• _TASK TO COMPLETE_:
Could you please output all of the data exactly, without the images?

• _RAW DATA_:
============================================================

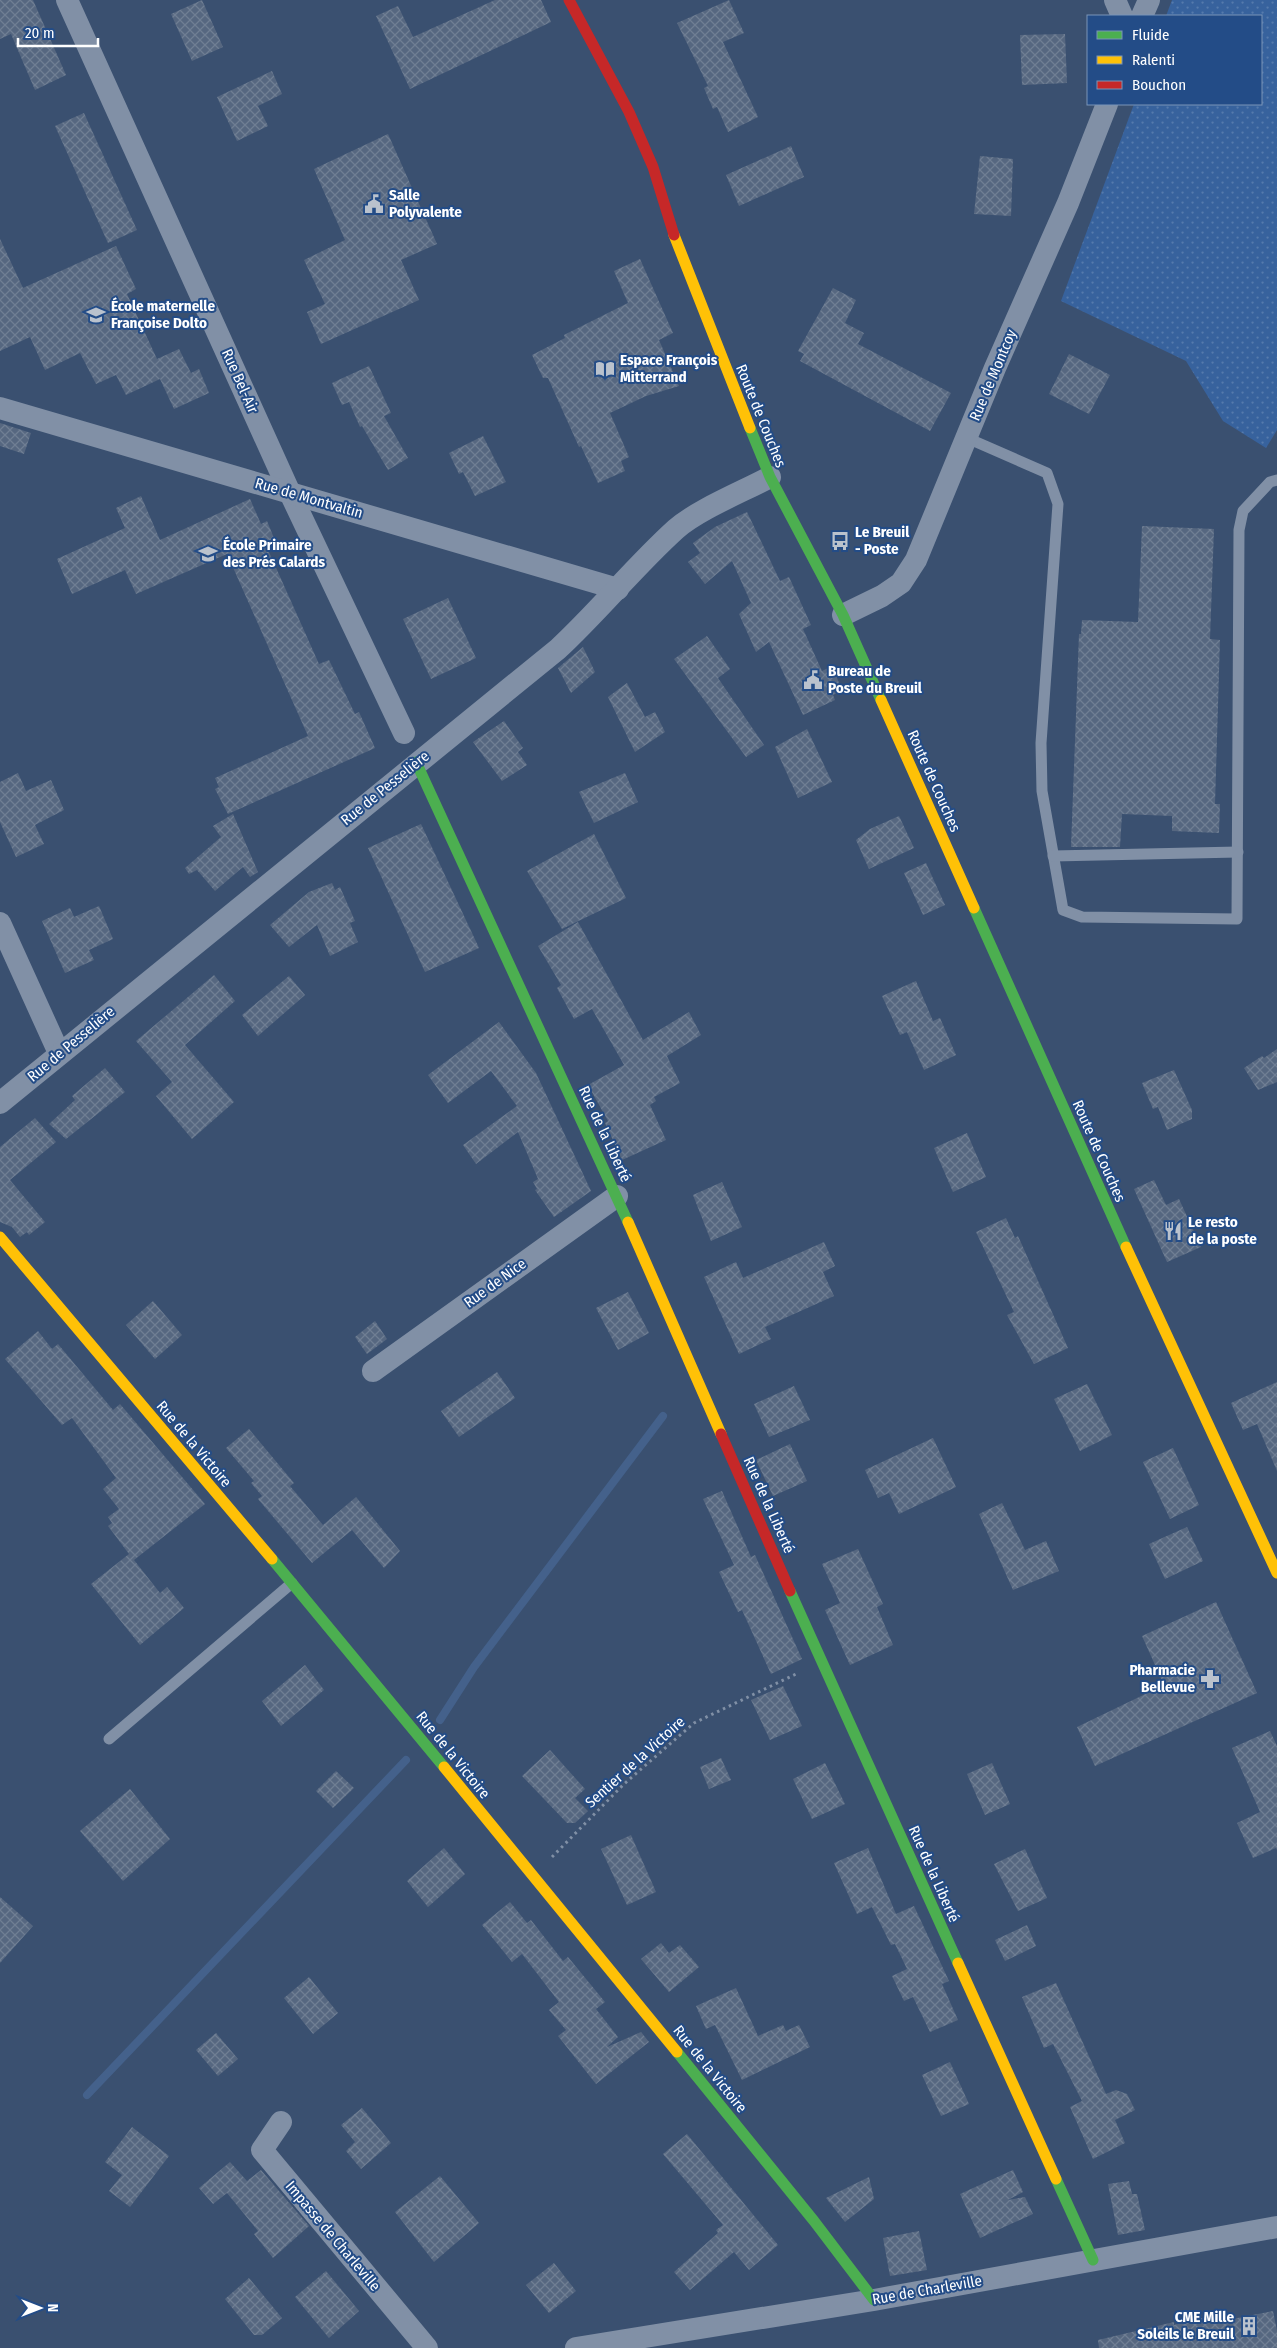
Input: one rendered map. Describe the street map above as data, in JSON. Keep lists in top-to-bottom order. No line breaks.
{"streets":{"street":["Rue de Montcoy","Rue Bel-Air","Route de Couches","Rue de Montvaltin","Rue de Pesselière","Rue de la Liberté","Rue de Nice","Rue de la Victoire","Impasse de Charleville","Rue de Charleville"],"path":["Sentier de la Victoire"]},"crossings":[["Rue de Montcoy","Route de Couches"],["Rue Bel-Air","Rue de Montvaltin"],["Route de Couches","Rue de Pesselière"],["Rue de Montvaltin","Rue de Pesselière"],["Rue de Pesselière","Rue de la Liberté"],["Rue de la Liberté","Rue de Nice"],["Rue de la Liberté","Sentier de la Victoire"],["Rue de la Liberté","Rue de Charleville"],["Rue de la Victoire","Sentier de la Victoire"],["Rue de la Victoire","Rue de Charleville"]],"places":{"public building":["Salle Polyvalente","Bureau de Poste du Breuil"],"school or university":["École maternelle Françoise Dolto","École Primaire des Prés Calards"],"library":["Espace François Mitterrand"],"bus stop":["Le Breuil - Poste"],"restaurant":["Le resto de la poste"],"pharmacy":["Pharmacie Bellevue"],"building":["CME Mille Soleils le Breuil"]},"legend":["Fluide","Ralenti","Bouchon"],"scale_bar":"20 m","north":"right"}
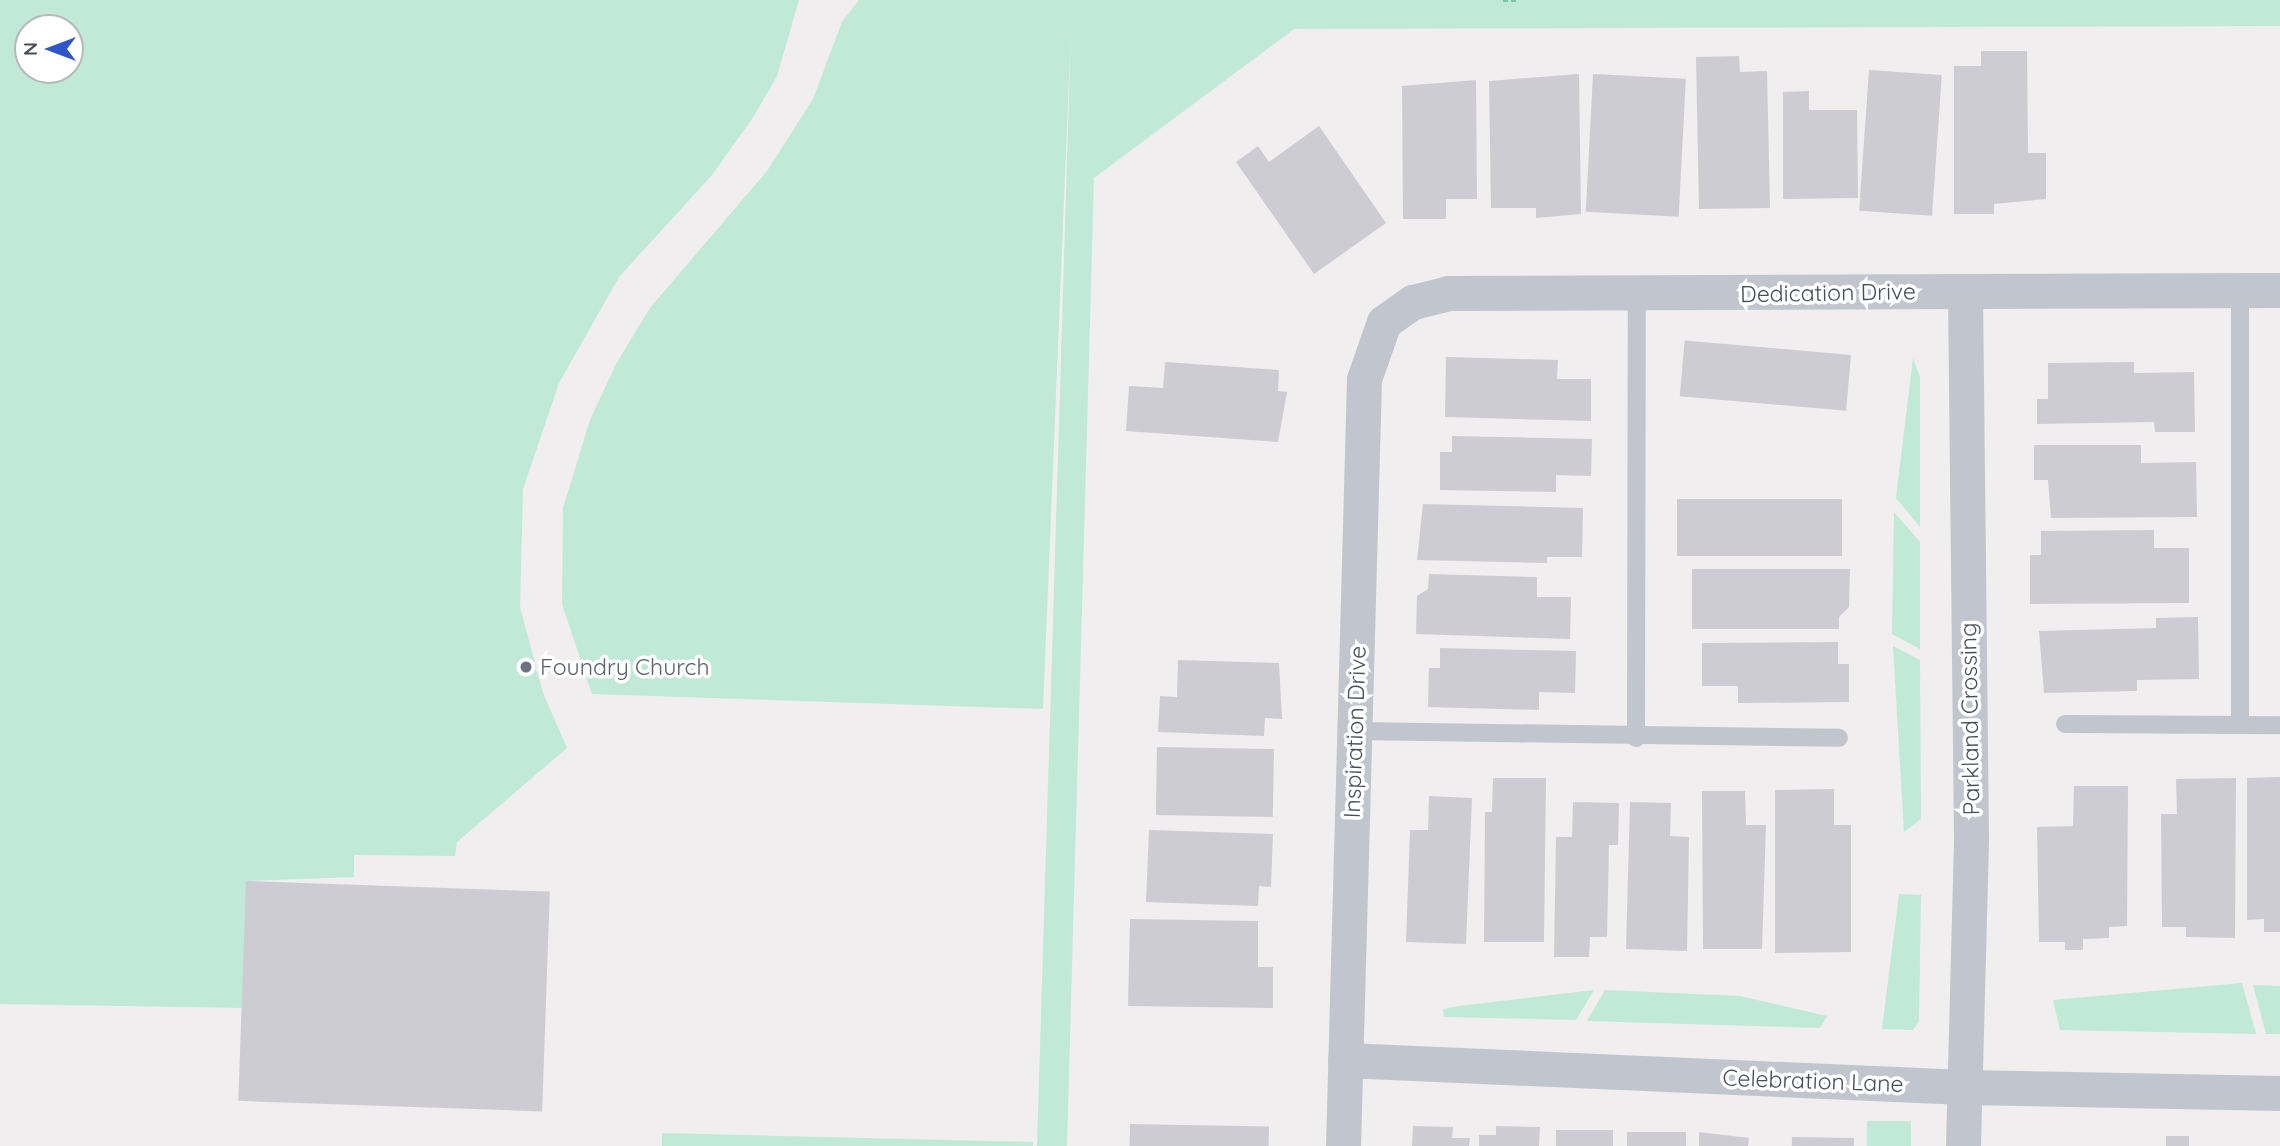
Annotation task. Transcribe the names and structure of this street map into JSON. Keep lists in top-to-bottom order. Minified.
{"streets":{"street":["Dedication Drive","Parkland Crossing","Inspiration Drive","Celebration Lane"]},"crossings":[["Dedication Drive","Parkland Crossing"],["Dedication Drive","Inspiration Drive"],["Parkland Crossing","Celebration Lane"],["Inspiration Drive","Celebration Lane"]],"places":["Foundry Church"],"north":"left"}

============================================================

• _YOUR RESPONSE_:
Input: one rendered map. Describe the street map above as data, in JSON. Keep lists in top-to-bottom order. No line breaks.
{"streets":{"street":["Rue de Montcoy","Rue Bel-Air","Route de Couches","Rue de Montvaltin","Rue de Pesselière","Rue de la Liberté","Rue de Nice","Rue de la Victoire","Impasse de Charleville","Rue de Charleville"],"path":["Sentier de la Victoire"]},"crossings":[["Rue de Montcoy","Route de Couches"],["Rue Bel-Air","Rue de Montvaltin"],["Route de Couches","Rue de Pesselière"],["Rue de Montvaltin","Rue de Pesselière"],["Rue de Pesselière","Rue de la Liberté"],["Rue de la Liberté","Rue de Nice"],["Rue de la Liberté","Sentier de la Victoire"],["Rue de la Liberté","Rue de Charleville"],["Rue de la Victoire","Sentier de la Victoire"],["Rue de la Victoire","Rue de Charleville"]],"places":{"public building":["Salle Polyvalente","Bureau de Poste du Breuil"],"school or university":["École maternelle Françoise Dolto","École Primaire des Prés Calards"],"library":["Espace François Mitterrand"],"bus stop":["Le Breuil - Poste"],"restaurant":["Le resto de la poste"],"pharmacy":["Pharmacie Bellevue"],"building":["CME Mille Soleils le Breuil"]},"legend":["Fluide","Ralenti","Bouchon"],"scale_bar":"20 m","north":"right"}
Annotation task. Transcribe the names and structure of this street map into JSON. Keep lists in top-to-bottom order. Minified.
{"streets":{"street":["Dedication Drive","Parkland Crossing","Inspiration Drive","Celebration Lane"]},"crossings":[["Dedication Drive","Parkland Crossing"],["Dedication Drive","Inspiration Drive"],["Parkland Crossing","Celebration Lane"],["Inspiration Drive","Celebration Lane"]],"places":["Foundry Church"],"north":"left"}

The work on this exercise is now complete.